Pola cuaca saat ini disebabkan oleh sistem tekanan tinggi yang menghalangi di Skandinavia, sehingga menjebak kondisi basah di Inggris. Namun, penyebab utamanya adalah pemanasan global. Untuk setiap kenaikan suhu sebesar 1°C, atmosfer menampung sekitar 7% lebih banyak kelembapan, yang menyebabkan curah hujan lebih tinggi. Kantor Met memperkirakan bahwa musim dingin seperti 2023/24, yang dulu dianggap sebagai peristiwa 80 tahun, kini terjadi setiap 20 tahun, dan frekuensi ini hanya akan meningkat seiring dengan pemanasan yang lebih lanjut.

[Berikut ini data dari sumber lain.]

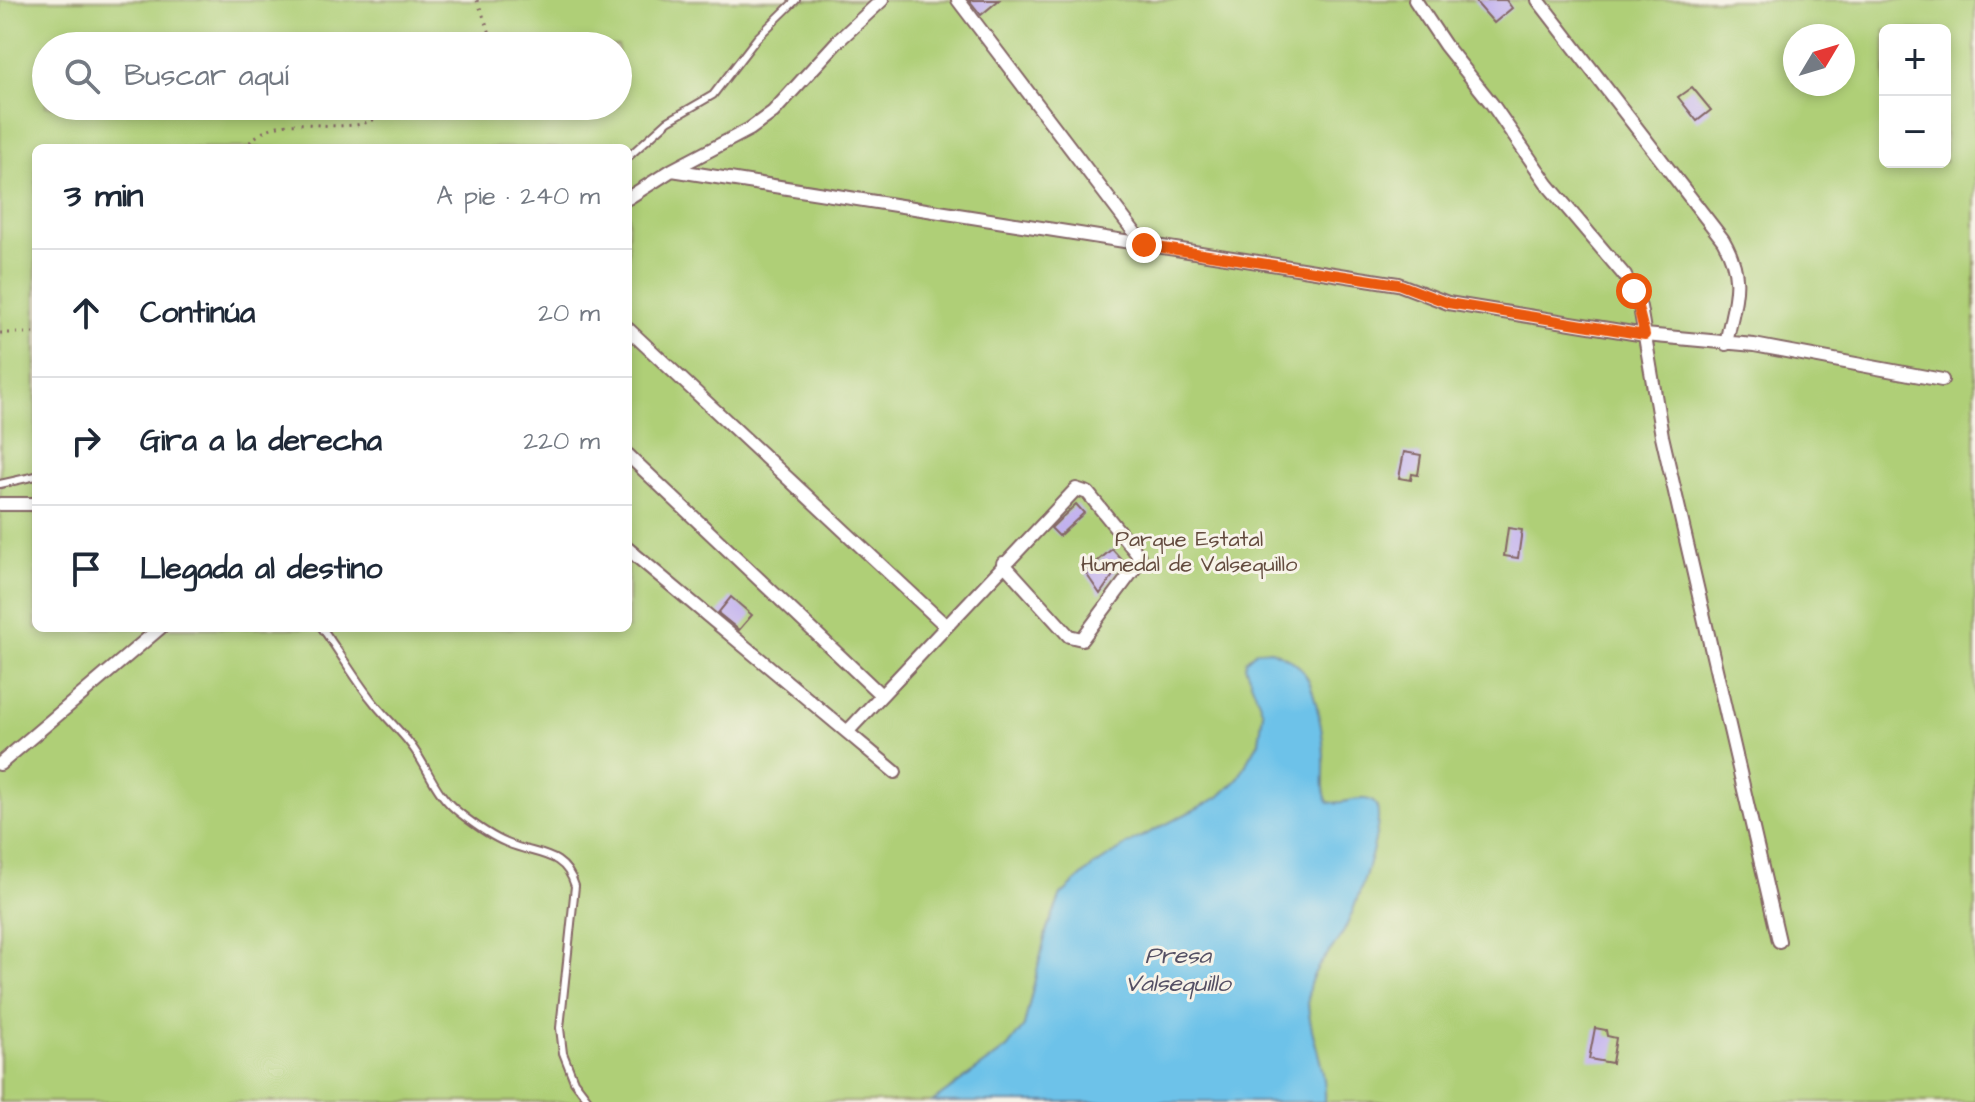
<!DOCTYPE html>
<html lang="es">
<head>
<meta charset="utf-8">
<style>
  :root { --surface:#fff; --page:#f6f6f7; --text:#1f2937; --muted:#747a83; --line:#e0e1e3 }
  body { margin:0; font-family:"Architects Daughter",sans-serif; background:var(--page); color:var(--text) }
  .controls { position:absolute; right:24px; top:24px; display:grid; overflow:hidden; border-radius:12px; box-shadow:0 4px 12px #0003 }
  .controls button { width:72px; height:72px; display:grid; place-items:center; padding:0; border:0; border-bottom:2px solid var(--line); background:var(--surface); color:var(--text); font:40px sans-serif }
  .compass { position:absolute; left:1783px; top:24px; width:72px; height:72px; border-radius:50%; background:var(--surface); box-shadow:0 4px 12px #0003; rotate:52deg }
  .stop { position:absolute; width:24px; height:24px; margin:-18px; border:6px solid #ea580c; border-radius:50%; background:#fff }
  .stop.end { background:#ea580c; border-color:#fff; box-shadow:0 2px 8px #0008 }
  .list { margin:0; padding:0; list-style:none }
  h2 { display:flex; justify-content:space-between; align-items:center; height:104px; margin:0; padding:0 32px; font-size:34px }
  h2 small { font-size:26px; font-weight:400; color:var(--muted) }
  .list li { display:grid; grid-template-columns:52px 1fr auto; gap:24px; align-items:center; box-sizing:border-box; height:128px; padding:0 32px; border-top:2px solid var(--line) }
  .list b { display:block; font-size:30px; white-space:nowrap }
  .list em { font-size:26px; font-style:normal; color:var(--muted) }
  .icon { flex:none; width:44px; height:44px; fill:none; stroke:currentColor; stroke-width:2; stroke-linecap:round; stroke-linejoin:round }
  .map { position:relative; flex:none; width:1975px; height:1102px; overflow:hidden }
  .search { position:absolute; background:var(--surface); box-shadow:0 4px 12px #0003; left:32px; top:32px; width:600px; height:88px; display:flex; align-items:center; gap:20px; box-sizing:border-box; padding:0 28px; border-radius:44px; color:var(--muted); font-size:30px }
  .panel { position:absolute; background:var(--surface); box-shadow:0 4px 12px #0003; left:32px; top:144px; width:600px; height:488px; border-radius:12px }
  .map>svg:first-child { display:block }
  .green { fill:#afcf77; stroke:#7c7751; stroke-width:2; fill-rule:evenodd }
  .water { fill:#6dc2e9; stroke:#5c708a; stroke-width:2 }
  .building { fill:#c1b0ee }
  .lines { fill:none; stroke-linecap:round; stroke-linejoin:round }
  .service-casing { stroke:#846666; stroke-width:10 }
  .minor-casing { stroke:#846666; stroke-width:16 }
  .path { stroke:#846666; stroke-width:3; stroke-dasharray:2 6; stroke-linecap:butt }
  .service { stroke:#fff; stroke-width:6 }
  .minor { stroke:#fff; stroke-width:12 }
  .route { stroke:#ea580c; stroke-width:10 }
  .labels { text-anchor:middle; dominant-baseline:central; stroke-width:6; stroke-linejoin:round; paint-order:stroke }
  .park-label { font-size:22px; fill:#634b3e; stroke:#f7f3e8 }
  .water-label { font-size:24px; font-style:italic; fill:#545064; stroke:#f7f3e8 }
</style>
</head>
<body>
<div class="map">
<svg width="1975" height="1102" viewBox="0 0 1975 1102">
  <rect width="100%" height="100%" fill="#f7f3e8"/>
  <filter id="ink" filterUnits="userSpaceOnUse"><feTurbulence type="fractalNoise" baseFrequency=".0125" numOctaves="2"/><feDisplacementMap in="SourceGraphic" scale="16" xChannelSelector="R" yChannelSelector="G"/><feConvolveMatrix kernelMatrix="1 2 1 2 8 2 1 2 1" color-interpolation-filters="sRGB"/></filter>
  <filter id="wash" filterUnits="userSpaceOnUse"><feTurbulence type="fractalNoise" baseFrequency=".006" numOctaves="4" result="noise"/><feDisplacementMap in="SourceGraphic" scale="32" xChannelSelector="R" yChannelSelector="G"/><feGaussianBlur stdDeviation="1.8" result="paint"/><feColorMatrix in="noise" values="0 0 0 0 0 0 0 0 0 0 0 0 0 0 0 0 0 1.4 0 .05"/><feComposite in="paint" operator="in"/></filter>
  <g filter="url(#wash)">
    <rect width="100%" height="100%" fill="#f1ead4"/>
    <path class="green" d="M0,0H1975V1102H0ZM1885,30H1945V162H1885ZM1795,36H1843V84H1795ZM46,46H618V106H46ZM36,148H628V628H36Z"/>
    <path class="water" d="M1271,650C1282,655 1294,660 1302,670C1316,687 1324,737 1324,759C1325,773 1321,790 1328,802C1341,806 1366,792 1375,804C1388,820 1354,912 1344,931C1333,951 1314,965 1309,988C1303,1026 1328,1063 1325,1102H932L1007,1048L1024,1026L1047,929L1061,895L1091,868L1133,841L1219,797L1237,780L1259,742L1263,712L1245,666L1246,660L1256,651Z"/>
    <g id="blocks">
      <path class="building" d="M969,0H999L981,15Z
        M1474,0H1506L1512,8L1494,23Z
        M1692,87L1711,110L1697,121L1678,97Z
        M1404,452L1421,455L1418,475L1412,474L1411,480L1399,478Z
        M1076,504L1084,513L1059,536L1051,528Z
        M1508,528L1522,530L1518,558L1504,556Z
        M1112,549L1123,561L1100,594L1085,572Z
        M731,597L752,615L739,630L718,613Z
        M1595,1028L1606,1030L1607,1036L1616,1038L1612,1063L1589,1059Z"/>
    </g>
  </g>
  <g filter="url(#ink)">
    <use href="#blocks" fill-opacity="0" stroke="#846666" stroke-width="2"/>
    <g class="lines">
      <g class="service-casing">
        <path id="service" d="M628,157L668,121L713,95L757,38L796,0
          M0,484L36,476
          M322,628C339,651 353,676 371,699C383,715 399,729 411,745C430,770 434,794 461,814C475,825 490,836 507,843C537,856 564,850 575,886L560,1028L563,1053L574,1081L590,1102"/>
      </g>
      <g class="minor-casing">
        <path id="minor" d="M958,0L1144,245
          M1415,0L1445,45L1492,104L1548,185L1625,276L1640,307L1662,436L1779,941
          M1538,0L1723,240C1746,280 1734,301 1726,344
          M672,170L1398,284L1448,303L1645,335L1754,345L1942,380
          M628,198L672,170L750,129L773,112L838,41L882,0
          M628,329L945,625
          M628,455L881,695
          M0,504H36
          M628,549L895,772
          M847,732L1076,489L1088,493L1139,556L1137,565L1082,639L1069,636L1003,563
          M0,764L160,628"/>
      </g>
      <path class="path" d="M477,0L495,46
        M244,148C279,109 310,130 354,125C370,124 386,113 400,106
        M0,333H36"/>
      <use href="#service" class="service"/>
      <use href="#minor" class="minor"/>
    </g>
  </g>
  <g class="lines" filter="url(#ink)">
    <path class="route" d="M1144,245L1398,284L1448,303L1645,335L1634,291"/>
  </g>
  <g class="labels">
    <g class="park-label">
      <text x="1189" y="539">Parque Estatal<tspan x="1189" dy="25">Humedal de Valsequillo</tspan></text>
    </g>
    <g class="water-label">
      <text x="1178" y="956">Presa<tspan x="1178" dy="28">Valsequillo</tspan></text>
    </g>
  </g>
</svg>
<div class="controls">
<button>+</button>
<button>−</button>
</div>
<svg class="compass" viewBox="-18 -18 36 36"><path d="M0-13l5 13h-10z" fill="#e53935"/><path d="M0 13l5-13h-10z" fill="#747a83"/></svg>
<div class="stop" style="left:1634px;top:291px"></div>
<div class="stop end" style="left:1144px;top:245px"></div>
<div class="search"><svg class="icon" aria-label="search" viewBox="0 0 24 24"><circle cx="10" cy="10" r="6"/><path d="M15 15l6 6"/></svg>Buscar aquí</div>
<section class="panel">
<h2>3 min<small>A pie · 240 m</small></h2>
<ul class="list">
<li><svg class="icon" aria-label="ahead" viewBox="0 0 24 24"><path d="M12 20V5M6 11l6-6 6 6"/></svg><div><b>Continúa</b></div><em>20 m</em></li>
<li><svg class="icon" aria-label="right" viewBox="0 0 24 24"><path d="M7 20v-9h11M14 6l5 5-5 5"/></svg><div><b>Gira a la derecha</b></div><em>220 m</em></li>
<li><svg class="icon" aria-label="arrive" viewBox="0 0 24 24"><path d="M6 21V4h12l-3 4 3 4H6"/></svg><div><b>Llegada al destino</b></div></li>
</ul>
</section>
</div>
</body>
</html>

Kenaikan permukaan air laut, yang dipercepat oleh pemanasan lautan dan pencairan gletser, memperburuk masalah ini. Sejak tahun 1901, permukaan air laut di Inggris telah meningkat sebesar 20 cm, yang memperparah dampak badai ekstrem dan gelombang pasang surut.

Dampak Lintas Sektor

Konsekuensinya sudah terlihat:

  • Rumah & Infrastruktur: Lebih dari 300 rumah terendam banjir, dan lebih dari 100 lokasi berada dalam peringatan banjir pada hari Selasa. Badan Lingkungan Hidup (EA) memproyeksikan bahwa satu dari empat properti akan berada dalam risiko pada tahun 2050, angka ini akan meningkat jika pembangunan terus dilakukan di dataran banjir. Rencana pemerintah membangun 1,5 juta rumah DPR ini termasuk proyek di zona rawan banjir.
  • Transportasi: Sepertiga jalur kereta api di Inggris saat ini berisiko terkena banjir, dan angka ini diperkirakan akan melebihi 50% dalam waktu 25 tahun. Hal ini menyebabkan pembatalan dan kerusakan infrastruktur.
  • Pertanian: Sektor pertanian menghadapi kerugian besar. Musim dingin yang basah pada tahun 2024 saja menyebabkan kerusakan tanaman senilai £1 miliar. Para petani seperti James Winslade di Somerset melaporkan tingkat banjir yang belum pernah terjadi sebelumnya, dengan tanaman membusuk di ladang yang terendam dan dukungan keuangan yang terbatas.

Keadaan Pertahanan Banjir

Inggris mempunyai jaringan pertahanan banjir yang luas, namun pemeliharaannya tidak merata. Badan Lingkungan Hidup mempertahankan sekitar setengah dari jumlah tersebut, dan 9% saat ini berada di bawah kondisi targetnya. Pertahanan swasta dan amal bahkan lebih besar kemungkinannya untuk diabaikan, dengan kemungkinan 45% lebih tinggi untuk tidak mencapai standar yang disyaratkan.

Pandangan Masa Depan

Jika suhu global naik di atas 2°C, Inggris dapat mengalami peningkatan curah hujan lebat dari tujuh hari menjadi sembilan hari per tahun. Bahkan dengan kebijakan pengurangan emisi saat ini, PBB memproyeksikan kenaikan minimal 2,5°C pada akhir abad ini.

“Hal ini sangat penting, karena hal ini dapat menyebabkan curah hujan berturut-turut, [yang] dapat menyebabkan tanah menjadi sangat jenuh, dan seperti yang kita lihat saat ini di Inggris, hal ini juga dapat menyebabkan banjir yang lebih parah,” kata Prof Lizzie Kendon, kepala proyeksi iklim di Met Office.

Inggris sedang menuju ke arah banjir musim dingin yang semakin sering dan parah. Tanpa langkah-langkah mitigasi dan adaptasi yang agresif, dampak ekonomi dan sosial akan terus meningkat.